Rapid Medical has announced new clinical data demonstrating the “significant advantages” of its novel Comaneci embolisation assist device over established techniques to treat ruptured wide-neck intracranial aneurysms.
A recent meta-analysis published in World Neurosurgery found that Comaneci is associated with lower haemorrhagic and thromboembolic complication rates, higher complete occlusion rates, and similar residual retreatment rates, as compared to stent-assisted and balloon-assisted coiling techniques.
“The Comaneci device is a highly useful adjunct tool for patients with subarachnoid haemorrhage,” said study author Adnan Siddiqui (University at Buffalo/Jacobs Institute, Buffalo, USA). “While stent-assisted coiling [SAC] and balloon-assisted coiling [BAC] are widely used therapies, each method has unique drawbacks that are nicely addressed with the Comaneci device.”
As the only adjustable, non-occlusive device for haemorrhagic stroke treatment—so claims a Rapid Medical press release—Comaneci’s visible mesh conforms to the anatomy, providing stent-like support without the complications of a permanent stent or halting blood flow like a balloon.

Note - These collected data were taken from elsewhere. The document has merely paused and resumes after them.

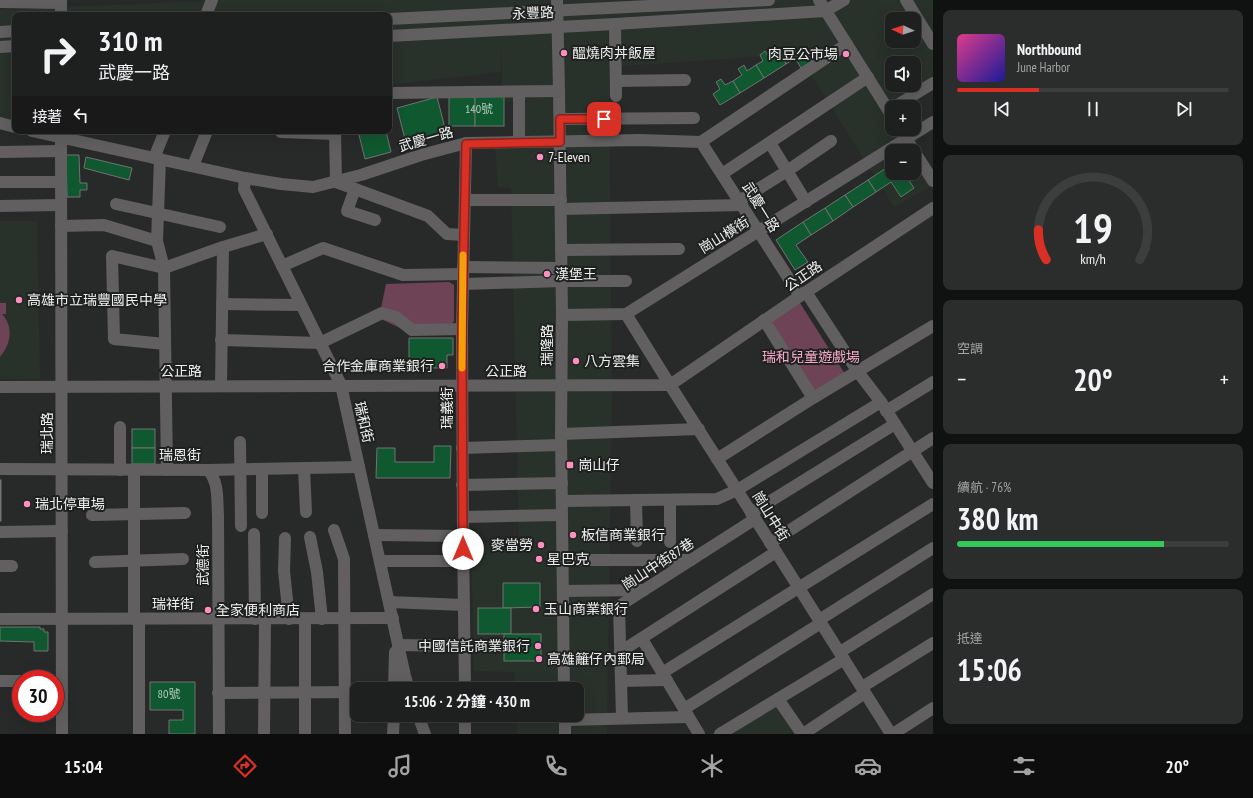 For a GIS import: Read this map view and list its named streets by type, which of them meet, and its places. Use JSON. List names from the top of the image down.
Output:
{
  "streets": {
    "street": [
      "永豐路",
      "武慶一路",
      "崗山橫街",
      "公正路",
      "瑞隆路",
      "瑞義街",
      "瑞和街",
      "瑞北路",
      "瑞恩街",
      "崗山中街",
      "崗山中街87巷",
      "武德街",
      "瑞祥街"
    ]
  },
  "crossings": [
    ["永豐路", "瑞隆路"],
    ["武慶一路", "崗山橫街"],
    ["武慶一路", "公正路"],
    ["武慶一路", "瑞隆路"],
    ["武慶一路", "瑞義街"],
    ["武慶一路", "瑞和街"],
    ["武慶一路", "瑞北路"],
    ["武慶一路", "崗山中街87巷"],
    ["崗山橫街", "崗山中街"],
    ["公正路", "瑞隆路"],
    ["公正路", "瑞義街"],
    ["公正路", "瑞和街"],
    ["公正路", "瑞北路"],
    ["公正路", "崗山中街"],
    ["瑞和街", "瑞恩街"],
    ["瑞和街", "瑞祥街"],
    ["瑞北路", "瑞恩街"],
    ["瑞北路", "瑞祥街"],
    ["瑞恩街", "武德街"],
    ["崗山中街", "崗山中街87巷"],
    ["武德街", "瑞祥街"]
  ],
  "parks": ["瑞和兒童遊戲場"],
  "places": {
    "other": [
      "醞燒肉丼飯屋",
      "肉豆公市場",
      "7-Eleven",
      "漢堡王",
      "高雄市立瑞豐國民中學",
      "八方雲集",
      "合作金庫商業銀行",
      "瑞北停車場",
      "板信商業銀行",
      "麥當勞",
      "星巴克",
      "玉山商業銀行",
      "全家便利商店",
      "中國信託商業銀行",
      "高雄籬仔內郵局"
    ],
    "transit": ["崗山仔"]
  },
  "house_numbers": ["140號", "80號"],
  "north": "left",
  "page": {
    "map_buttons": ["+", "−"],
    "turn": ["310 m", "武慶一路"],
    "song": ["Northbound", "June Harbor"],
    "then": "接著",
    "tile": [
      "空調",
      ["續航 · 76%", "380 km"],
      ["抵達", "15:06"]
    ],
    "heat": ["−", "20°", "+"],
    "limit": "30",
    "trip": "15:06 · 2 分鐘 · 430 m",
    "tabs": ["15:04", "20°"],
    "gauge": ["19", "km/h"]
  }
}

It has been used in over 12,000 procedures worldwide in wide-neck aneurysm treatments and, in Europe only, to open arteries constricted by vasospasm.

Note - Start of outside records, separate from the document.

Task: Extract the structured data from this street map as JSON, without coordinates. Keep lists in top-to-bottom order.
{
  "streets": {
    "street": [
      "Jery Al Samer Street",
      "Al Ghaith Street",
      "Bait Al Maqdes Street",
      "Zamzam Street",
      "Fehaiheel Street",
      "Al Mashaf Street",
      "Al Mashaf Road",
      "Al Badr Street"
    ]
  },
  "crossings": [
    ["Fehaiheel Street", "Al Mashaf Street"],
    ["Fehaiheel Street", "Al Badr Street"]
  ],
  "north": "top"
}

In their recently published meta-analysis, researchers at the University at Buffalo and George Washington University (Washington DC, USA) compared the three devices by pooling more than 3,200 ruptured aneurysm cases across 64 studies.
No significant differences were found between SAC and BAC. However, Comaneci-assisted coiling showed significantly lower thromboembolic and aneurysmal complication rates, and periprocedural complications, than both SAC and BAC. Furthermore, it demonstrated statistically better complete occlusion rates versus SAC and equivalent rates to BAC, the Rapid Medical release also states.